INVESTMENT DECISIONS NEEDED FOR 2020s
And what if demand catches up with supply and new LNG projects are needed in the 2020s? “FIDs are falling off the cliff,” Chandra warned, referring to the multibillion-dollar, years-in-advance commitments needed to build new supply. “A few years from now, we will all be suffering because we will not have enough supply.”
Feer shared the same concern over a lack of investment decisions for new projects to come online in the 2020s.
Fulwood sees the next FIDs for new supply in the 2020s coming from Golden Pass in Texas, a partnership between ExxonMobil and Qatar Petroleum; an Anadarko-led project in Mozambique; and Qatar adding to its LNG-making capacity to protect market share. The three combined would add about 10 percent to the world’s LNG supply volume.
Market share is important to Qatar, especially since it is expected to lose its title as the world’s largest LNG producer to Australia before the end of the decade. “The incumbents are not just going to walk away and let the new players take it,” Chandra said.

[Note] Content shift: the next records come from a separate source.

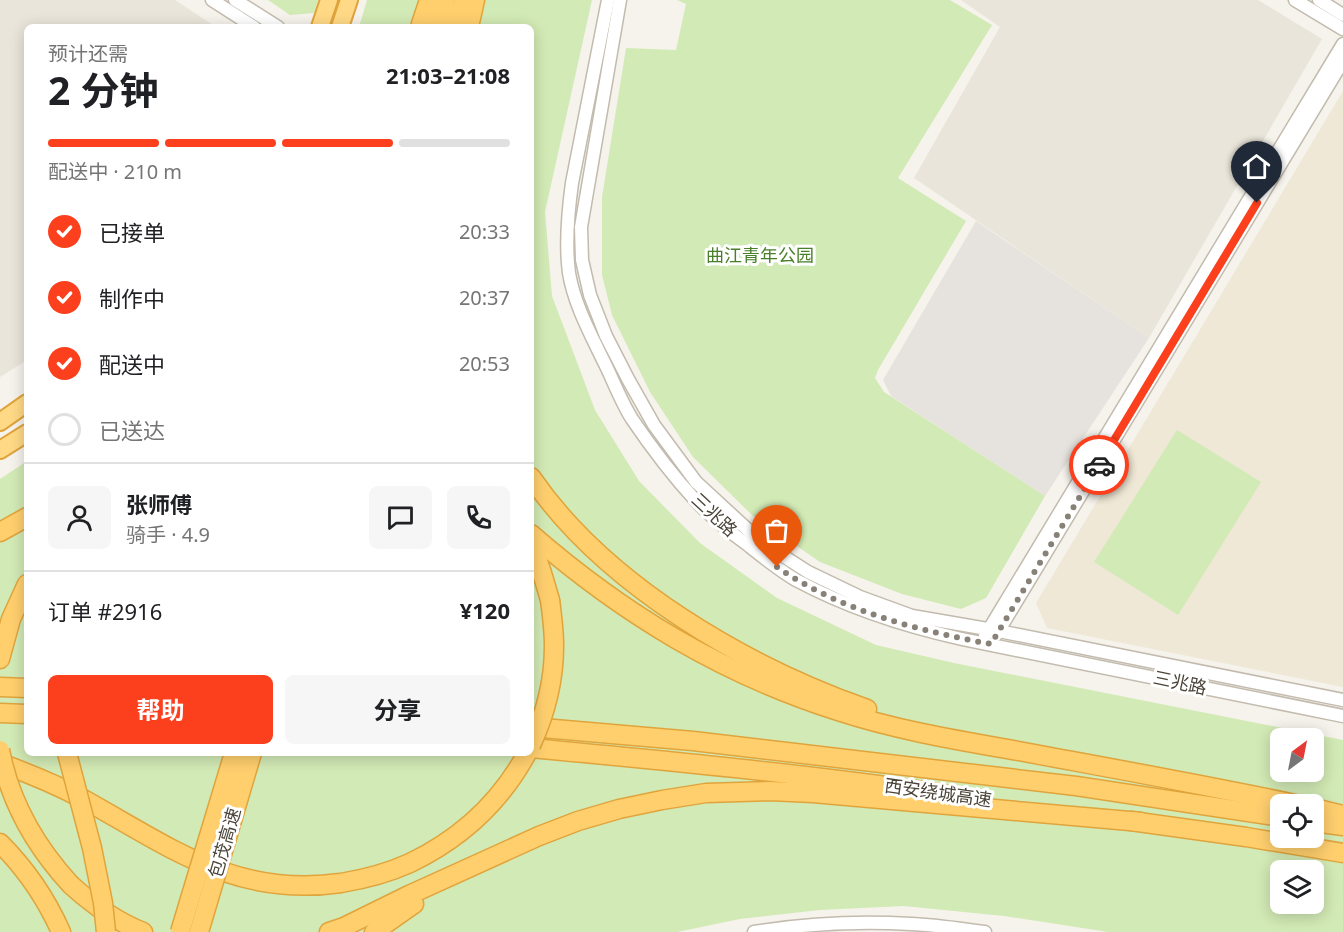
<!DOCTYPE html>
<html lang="zh">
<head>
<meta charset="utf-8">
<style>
  :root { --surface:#fff; --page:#f6f6f6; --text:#202124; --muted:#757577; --line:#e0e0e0; --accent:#fc3f1d }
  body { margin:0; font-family:"Noto Sans","Noto Sans SC",sans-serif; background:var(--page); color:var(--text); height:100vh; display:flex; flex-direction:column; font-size:22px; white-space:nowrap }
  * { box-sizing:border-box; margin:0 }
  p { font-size:20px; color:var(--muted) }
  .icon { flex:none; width:33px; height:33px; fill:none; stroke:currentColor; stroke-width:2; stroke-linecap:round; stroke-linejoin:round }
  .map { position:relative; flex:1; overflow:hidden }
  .drawer { position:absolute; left:24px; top:24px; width:510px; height:732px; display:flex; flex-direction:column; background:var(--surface); border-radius:9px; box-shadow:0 3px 15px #0003 }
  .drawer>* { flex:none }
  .needle { width:39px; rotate:32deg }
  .tools { position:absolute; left:1270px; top:728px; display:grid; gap:12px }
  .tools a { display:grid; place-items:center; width:54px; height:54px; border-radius:9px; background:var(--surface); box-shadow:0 3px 15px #0003; font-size:30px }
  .pin { position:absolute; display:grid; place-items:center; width:51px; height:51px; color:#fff; margin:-62px -26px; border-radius:50% 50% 50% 0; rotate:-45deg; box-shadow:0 0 6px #0007 }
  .pin .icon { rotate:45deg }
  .courier { position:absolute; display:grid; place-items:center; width:60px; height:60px; margin:-30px; border:4px solid #fc3f1d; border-radius:50%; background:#fff; color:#222; box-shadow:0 2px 8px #0007 }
  .headline em { font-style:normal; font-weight:700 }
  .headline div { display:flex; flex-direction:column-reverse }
  .headline { display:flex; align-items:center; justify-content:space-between; height:102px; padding:0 24px }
  h1 { font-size:39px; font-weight:700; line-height:45px }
  .bar { display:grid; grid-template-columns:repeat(4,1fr); gap:9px 6px; align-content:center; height:72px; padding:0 24px }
  .bar i { height:8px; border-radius:4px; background:var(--line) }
  .bar .current { background:var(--accent) }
  .bar p { grid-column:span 4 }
  .line { display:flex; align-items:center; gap:15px; padding:0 24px; border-top:2px solid var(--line) }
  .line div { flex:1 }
  .round { display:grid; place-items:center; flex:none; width:63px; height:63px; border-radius:9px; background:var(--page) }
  ol { padding:0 24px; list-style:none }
  li { display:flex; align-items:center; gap:18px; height:66px }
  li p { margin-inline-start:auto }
  li .icon { padding:6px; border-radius:50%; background:var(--accent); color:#fff; stroke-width:4 }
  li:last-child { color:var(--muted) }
  li i { width:33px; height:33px; border:3px solid var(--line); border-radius:50% }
  .cta { display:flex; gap:12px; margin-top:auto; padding:12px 24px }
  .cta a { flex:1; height:69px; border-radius:9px; background:var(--accent); color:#fff; font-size:24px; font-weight:700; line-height:69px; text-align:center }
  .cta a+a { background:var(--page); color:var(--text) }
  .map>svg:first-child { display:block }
  .residential { fill:#eae5da }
  .industrial { fill:#e6e2dd }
  .education { fill:#efe8d6 }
  .green { fill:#d2eab5; fill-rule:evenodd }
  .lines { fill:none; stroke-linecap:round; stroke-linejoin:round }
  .tertiary-casing { stroke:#c2bbae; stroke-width:15 }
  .trunk-casing { stroke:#e0a43c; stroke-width:20 }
  .motorway-casing { stroke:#e0a43c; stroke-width:21 }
  .tertiary { stroke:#fff; stroke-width:12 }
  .trunk { stroke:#ffd985; stroke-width:16 }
  .motorway { stroke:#ffcf6e; stroke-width:18 }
  .motorway-bridge-casing { stroke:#e0a43c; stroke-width:21; stroke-linecap:butt }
  .motorway-bridge { stroke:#ffcf6e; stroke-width:18 }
  .done { stroke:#878178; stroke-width:6; stroke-dasharray:0 10.8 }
  .route { stroke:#fc3f1d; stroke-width:8 }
  .labels { text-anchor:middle; stroke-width:6; stroke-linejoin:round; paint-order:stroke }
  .park-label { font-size:18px; fill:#4a7f2a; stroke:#fff }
  .street-label { font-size:18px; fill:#4b4439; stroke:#fff }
</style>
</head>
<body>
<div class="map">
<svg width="1343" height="932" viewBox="0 0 1343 932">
  <rect width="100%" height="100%" fill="#f6f3ec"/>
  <g class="residential">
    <path d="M0,0h175l41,27h-189v333l-27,17z"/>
    <path d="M961,0h297l64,39 -173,299 -235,-160 86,-151z"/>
  </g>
  <path class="industrial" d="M976,221l173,117 -104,158 -154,-100 -8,-16z"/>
  <path class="education" d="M1343,91v596l-296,-59 -11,-25z"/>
  <g class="green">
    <path d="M268,0h50l-4,13 -24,2z"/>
    <path d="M367,0h225l-47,212 7,84 43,114 44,71 61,62 77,55 99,47 78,18 389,77v192h-235l-104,-16 -100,-10 -84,4 -80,9 -63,13h-677v-453l27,-18v292h504v-726h-172zM1281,738h33v33h-33zM1281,804h33v33h-33zM1281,870h33v33h-33z"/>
    <path d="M677,0h273l42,25 -94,153 68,43 -88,149 -3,8 9,14 161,104 -59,102 -25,11 -59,-15 -82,-32 -68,-47 -59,-58 -43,-65 -38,-77 -10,-40v-78l24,-149 50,2 10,-46z"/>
    <path d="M1177,430l84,52 -83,133 -84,-53z"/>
  </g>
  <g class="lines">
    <g class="tertiary-casing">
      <g id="tertiary">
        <path d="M212,0l42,27"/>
        <path d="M235,0l43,27"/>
        <path d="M608,0l-36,183c-4,29 -7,60 -3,90 5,30 20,58 33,85 10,19 18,42 30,61 19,28 41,57 64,82 15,16 34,31 52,44 15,12 31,25 48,35 52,28 108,46 166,59l381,77"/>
        <path d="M620,0l-39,227 1,33 8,35 16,41 22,43 26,46 42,57 64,59 48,31 52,25 52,19 87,15 344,69"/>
        <path d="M1295,0l48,29"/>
        <path d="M1319,0l24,15"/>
        <path d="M996,635l347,-574"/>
        <path d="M985,636l358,-592"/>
        <path d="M754,932c50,-8 106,-11 157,-8 25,1 50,5 74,8"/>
      </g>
    </g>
    <g class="trunk-casing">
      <g id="trunk">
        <path d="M320,27l9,-27"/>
        <path d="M340,27l9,-27"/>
        <path d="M0,422l27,-19"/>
        <path d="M0,450l27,-17"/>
      </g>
    </g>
    <g class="motorway-casing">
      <g id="motorway">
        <path d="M420,27l9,-27"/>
        <path d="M438,27l7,-27"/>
        <path d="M454,27l10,-27"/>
        <path d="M469,27l6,-27"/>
        <path d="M531,477c74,108 214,189 336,232"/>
        <path d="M0,532l27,-15"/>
        <path d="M531,534c92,80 191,140 307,177 61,20 124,30 186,41 91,17 181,33 271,52"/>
        <path d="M531,541l11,32 8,27"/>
        <path d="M0,659l11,-40 16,-35"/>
        <path d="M0,687l27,1"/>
        <path d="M0,713l27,1"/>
        <path d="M531,727l162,14 383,45 205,31"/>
        <path d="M531,748c138,13 276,26 413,46"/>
        <path d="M0,763c28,10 57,22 83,36 87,48 152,99 258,84 24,-4 47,-10 69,-20 52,-25 90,-60 117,-110"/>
        <path d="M1314,808l29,7"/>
        <path d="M1131,821l115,16 97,16"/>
        <path d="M1314,822l29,4"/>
        <path d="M0,843c26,26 46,55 61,89"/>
        <path d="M71,885c22,20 44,36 72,47"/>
        <path d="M329,932l15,-5 65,-32 130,-59 39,-15 41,-12 43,-9 44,-7 64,-2 43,2 328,29"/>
        <path d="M374,932l40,-28"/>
      </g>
    </g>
    <use href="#tertiary" class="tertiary"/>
    <use href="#trunk" class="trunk"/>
    <use href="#motorway" class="motorway"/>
    <g class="motorway-bridge-casing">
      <g id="motorway-bridge">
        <path d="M531,745c14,-30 23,-65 23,-99 0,-15 -2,-31 -4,-46"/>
        <path d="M0,750c10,53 35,96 71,135"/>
        <path d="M67,753l25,95 11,55 3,29"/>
        <path d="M180,932l54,-179"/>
        <path d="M199,932l53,-179"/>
      </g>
    </g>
    <use href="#motorway-bridge" class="motorway-bridge"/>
  </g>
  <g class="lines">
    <path class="done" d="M777,567c62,43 141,64 214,77l108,-179"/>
    <path class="route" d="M1099,465l158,-262"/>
  </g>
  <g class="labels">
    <g class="park-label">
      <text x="760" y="262">曲江青年公园</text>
    </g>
    <g class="street-label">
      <text transform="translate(714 515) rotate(43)" y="6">三兆路</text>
      <text transform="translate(1180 683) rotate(12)" y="6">三兆路</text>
      <text transform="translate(938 793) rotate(8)" y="6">西安绕城高速</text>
      <text transform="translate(225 843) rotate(-74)" y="6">包茂高速</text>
    </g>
  </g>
</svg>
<div class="tools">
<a><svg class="needle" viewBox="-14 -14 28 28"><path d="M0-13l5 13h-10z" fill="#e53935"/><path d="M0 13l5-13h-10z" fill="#757577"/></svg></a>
<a><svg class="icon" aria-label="locate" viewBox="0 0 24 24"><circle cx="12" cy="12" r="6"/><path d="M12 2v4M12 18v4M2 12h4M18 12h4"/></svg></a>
<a><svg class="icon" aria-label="layers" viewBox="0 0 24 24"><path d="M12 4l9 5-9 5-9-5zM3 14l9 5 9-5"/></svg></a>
</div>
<div class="pin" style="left:777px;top:567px;background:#ea580c"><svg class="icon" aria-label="bag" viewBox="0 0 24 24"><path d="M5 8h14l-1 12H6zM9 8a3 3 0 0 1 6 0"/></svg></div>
<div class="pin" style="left:1257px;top:203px;background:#1f2937"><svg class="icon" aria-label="home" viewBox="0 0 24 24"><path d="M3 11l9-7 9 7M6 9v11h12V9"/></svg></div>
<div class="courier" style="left:1099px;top:465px"><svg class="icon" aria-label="car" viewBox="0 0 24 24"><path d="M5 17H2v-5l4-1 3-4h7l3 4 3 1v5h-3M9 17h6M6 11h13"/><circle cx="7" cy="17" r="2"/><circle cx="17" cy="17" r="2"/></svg></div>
<section class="drawer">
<div class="headline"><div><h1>2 分钟</h1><p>预计还需</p></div><em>21:03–21:08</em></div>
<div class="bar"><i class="current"></i><i class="current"></i><i class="current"></i><i></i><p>配送中 · 210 m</p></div>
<ol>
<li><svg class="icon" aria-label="check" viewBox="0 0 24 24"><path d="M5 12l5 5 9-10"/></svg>已接单<p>20:33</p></li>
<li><svg class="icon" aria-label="check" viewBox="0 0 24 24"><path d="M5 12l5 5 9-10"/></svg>制作中<p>20:37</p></li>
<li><svg class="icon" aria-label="check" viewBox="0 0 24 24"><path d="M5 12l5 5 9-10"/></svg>配送中<p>20:53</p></li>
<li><i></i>已送达</li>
</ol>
<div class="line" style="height:108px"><a class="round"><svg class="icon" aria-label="person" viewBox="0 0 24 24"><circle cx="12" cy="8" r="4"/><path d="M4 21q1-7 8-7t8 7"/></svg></a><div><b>张师傅</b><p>骑手 · 4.9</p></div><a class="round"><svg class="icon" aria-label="chat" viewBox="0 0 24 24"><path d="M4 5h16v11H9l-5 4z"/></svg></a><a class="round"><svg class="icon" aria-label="phone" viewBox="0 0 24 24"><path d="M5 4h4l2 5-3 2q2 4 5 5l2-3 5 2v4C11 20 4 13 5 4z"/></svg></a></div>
<div class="line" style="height:78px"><div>订单 #2916</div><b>¥120</b></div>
<div class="cta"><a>帮助</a><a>分享</a></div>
</section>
</div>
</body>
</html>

In addition to supplying new demand, there is opportunity in the marketplace to win over buyers as their long-term contracts expire in the 2020s, Feer said. More than half of the world’s contracted supply is due to expire by 2030. “There is a tremendous amount of competition for that volume,” he said.
“We’re at the beginning of this process of market restructuring,” Feer said. “Buyers are faced with many choices, maybe too many.”
So many supply choices, contract options and pricing terms present their own problems, Goncalves said. “Some buyers are paralyzed by market uncertainty and the array of commercial options.”
And even before their contracts expire, several buyers are looking to renegotiate better terms. “We see a lot in Asia, companies with 10 years left [in their contract) going to their suppliers and trying to get any benefit they can,” Feer said.
That could include taking more cargoes or extending the contract term in exchange for lower prices, Goncalves said.
For China, future demand will depend in great part on its progress in turning away from coal toward cleaner-burning gas, Chandra said. “Coal-fired generation is just not the way to go. I think the Chinese get that.”
For Japan, the variables are coal and also a return to nuclear power, said Toyoshi Matsumoto, of Osaka Gas. A recent court decision is expected to speed up the decision process on reopening nuclear reactors that have been closed since the 2011 Fukushima meltdown, he said. Of the country’s 52 reactors that operated before the shutdown, 14 will be decommissioned, 17 are waiting for a decision, and 21 have applied for permission to restart — and of those, only three have restarted.
As to the country’s future with coal-fired generating plants, Matsumoto said there’s a conflict between the Ministry of the Environment and the Ministry of Economy, Trade and Industry. LNG, in particular U.S. LNG, needs to be low-priced to be competitive in Japan’s fuel decisions, he said.